Pourquoi cela ne se fera que lentement

On assiste à un effet paradoxal, énonce M. Olivier KLEIN : l’anticipation à la hausse des taux étant plus forte, l’euro remonte, entraînant une pression désinflationniste, ce qui du coup peut freiner la BCE dans sa volonté de sortie alors que, rappelons-le, l’objectif de la BCE est de voir l’inflation remonter à un taux proche de 2 %. Ce phénomène est une des raisons pour lesquelles la banque centrale n’entend pas aller trop vite.

La deuxième raison est due, en zone euro, aux taux d’endettement élevés tant des Etats que des emprunteurs privés (des entreprises comme des ménages). S’agissant des entreprises, le rapport des emprunts sur le PIB aux Etats-Unis est de 73 %. Il est de 103 % en zone euro, rappelle le directeur général de la Bred. Le taux d’endettement privé entreprises ± ménages en France est, lui, de 192 % du PIB, en hausse. Dans ce contexte, remonter le taux trop rapidement pourrait insolvabiliser nombre de ces acteurs économiques.

Troisième raison : jugeant indispensable que les Etats de la zone euro mettent en place des réformes structurelles plus fortes afin de retrouver de la croissance potentielle et de limiter les déficits et la dette publics, la BCE entend cependant leur donner un peu de temps grâce notamment à la souplesse que confère ces taux bas.

Enfin, une remontée trop rapide des taux pourrait avoir des répercussions négatives sur les marchés. Si la BCE veut éviter la création de bulles, elle ne souhaite pas pour autant entraîner les marchés à la baisse. Cela induirait un effet de richesse négative, un mauvais signal pour l’environnement économique.

Fort de ces analyses, M. Olivier KLEIN anticipe une probable remontée des taux courts en 2019 qui aura été précédée de la fin du quantitative easing, à savoir une mise à zéro des rachats par la BCE. Elle laissera cependant se rembourser progressivement les actifs obligataires qu’elle a acquis.

Pourquoi 2019 ? Parce ce que « l’output gap » cumulé négatif, l’écart qui s’est créé pendant la crise entre le taux de croissance potentielle et le taux de croissance effective, sera comblé, ce qui semble faire consensus. Pour l’heure, la croissance 2017 en zone euro s’est établie à 2,40 % (voir supra), alors que la croissance potentielle est, elle, évaluée à environ 1,50 %. Or, on ne pourra rester durablement sensiblement au-dessus, a estimé M. KLEIN. Cela coïncidera également avec la fin, en novembre 2019, du mandat de M. Mario DRAGHI. Si, comme cela se dit, un successeur allemand ou proche des idées allemandes dans ce domaine, était désigné, la BCE pourrait être poussée à revenir plus vite à une politique monétaire plus traditionnelle. Ces différents éléments plaident pour une remontée des taux en 2019. Sans oublier les Etats-Unis dont les taux devraient remonter également, et plus rapidement. Avec un possible effet de contagion sur l’Europe, a conclu le directeur général de la BRED.

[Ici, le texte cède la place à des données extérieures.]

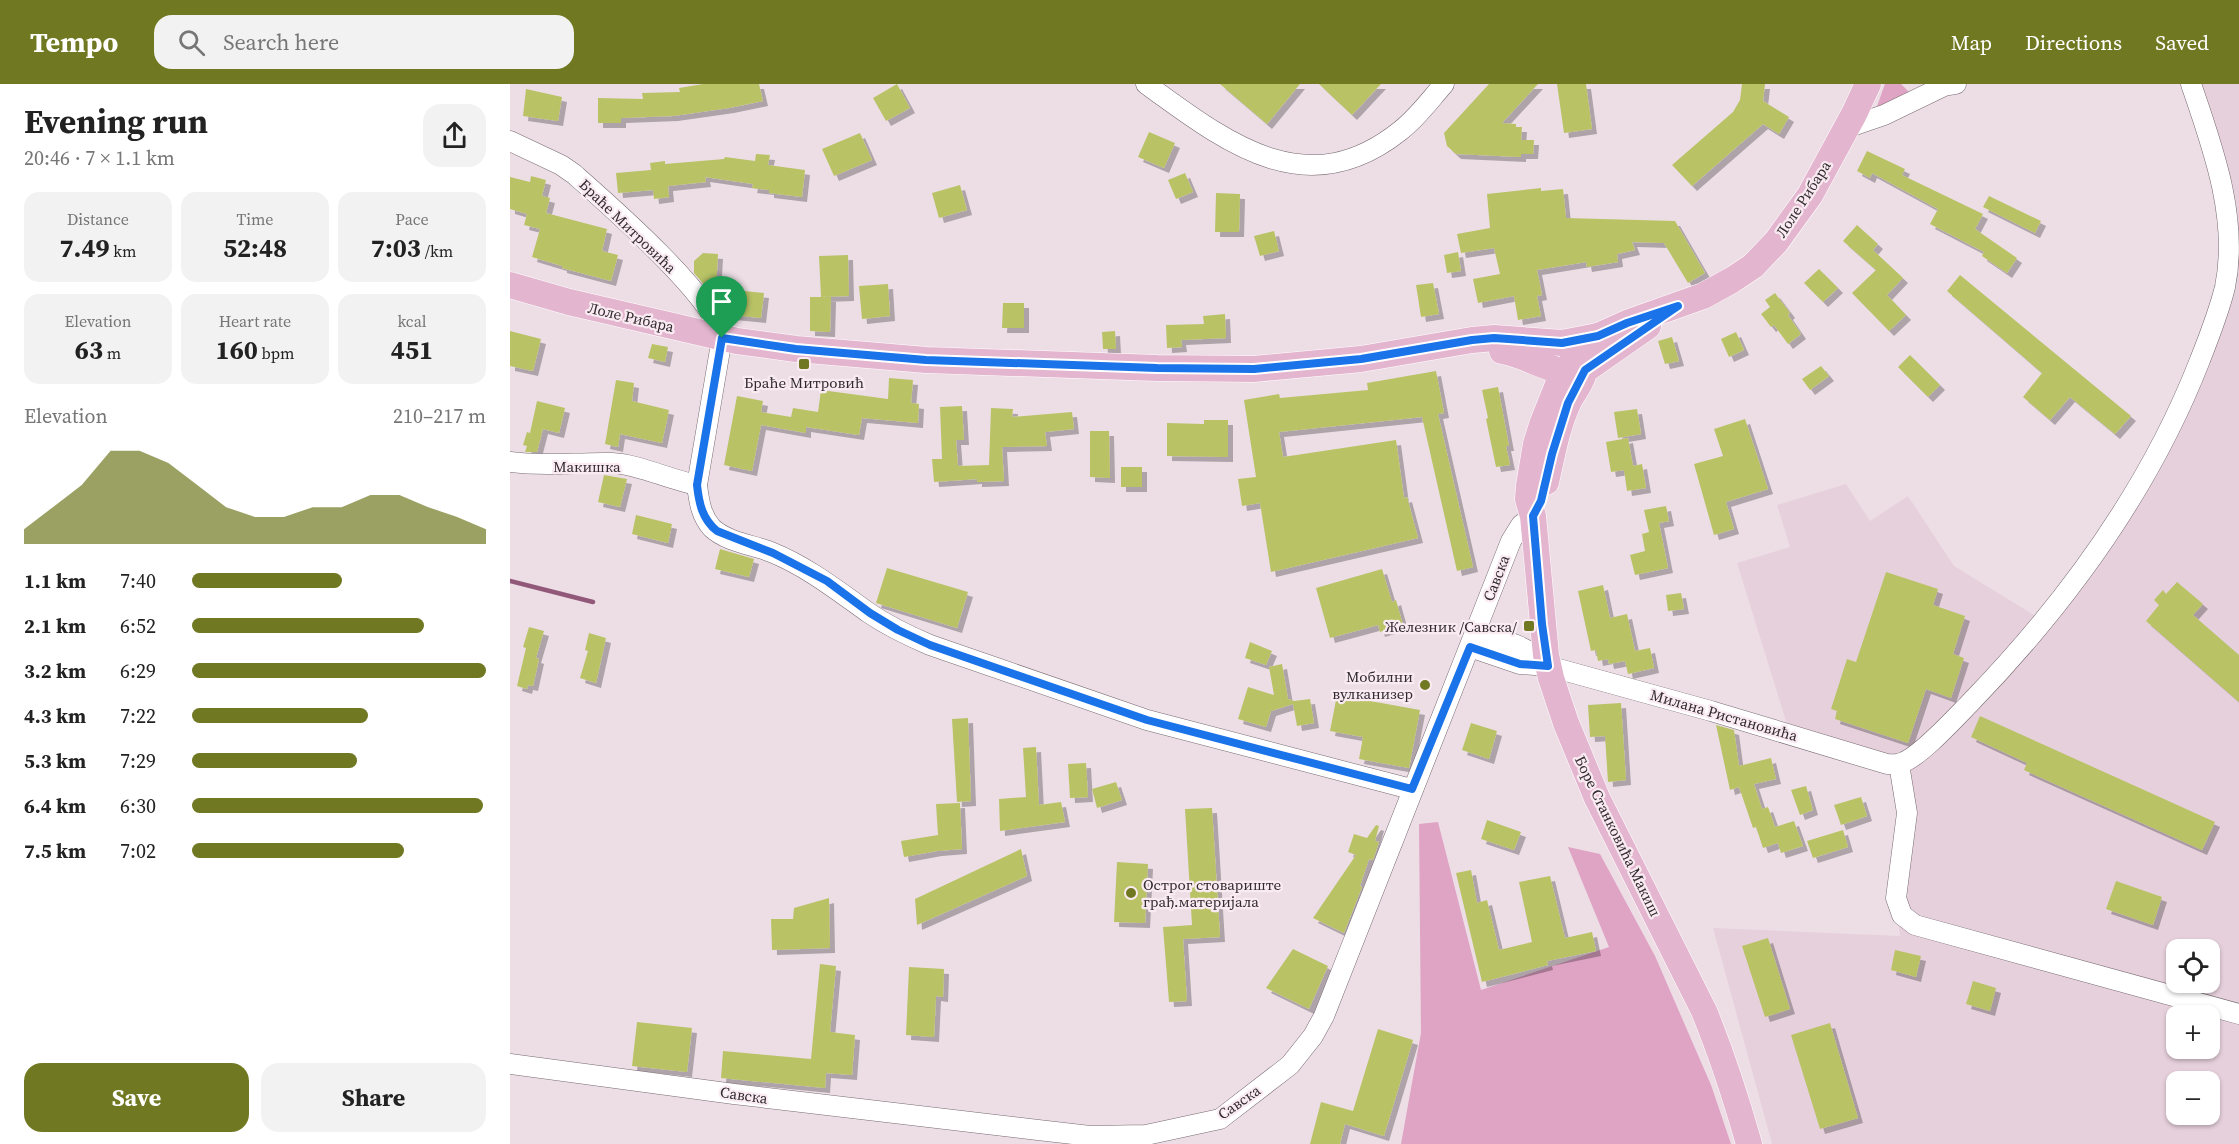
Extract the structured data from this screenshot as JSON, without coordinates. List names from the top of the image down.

Intervenant dans le débat, M. Michel DIDIER, président de COE-Rexecode, estime qu’il y a certes un risque à aller trop vite, mais il y en aurait aussi un à aller trop lentement. Quatre questions se posent selon lui :

  • Aller trop lentement, ce serait faciliter les excès et risquer l’apparition de bulles ;
  • La Banque centrale ne desserrerait pas suffisamment la pression sur les Etats pour revenir à des situations budgétaires soutenables. Elle retarderait, en outre, la convergence de la zone euro alors qu’on assiste plutôt à une tendance à la divergence des compétitivités ;
  • La BCE ne se mettrait pas en position assez rapidement de réagir face à une rechute éventuelle de l’économie ;
  • Enfin, elle faciliterait la prolongation d’une croissance en Europe, au-dessus de son potentiel. Elle accentuerait ainsi des tensions qui apparaissent dans l’économie réelle : difficultés de recrutement, chômage très bas en Allemagne induisant une tension sur les salaires ; des délais de livraison qui s’allongent. Ces tensions ne se traduisent pas pour l’heure dans l’inflation parce que l’inflation est une variable assez inerte. Mais on n’a pas besoin de beaucoup d’inflation pour provoquer des déséquilibres sur les marchés obligataires, a relevé M. DIDIER.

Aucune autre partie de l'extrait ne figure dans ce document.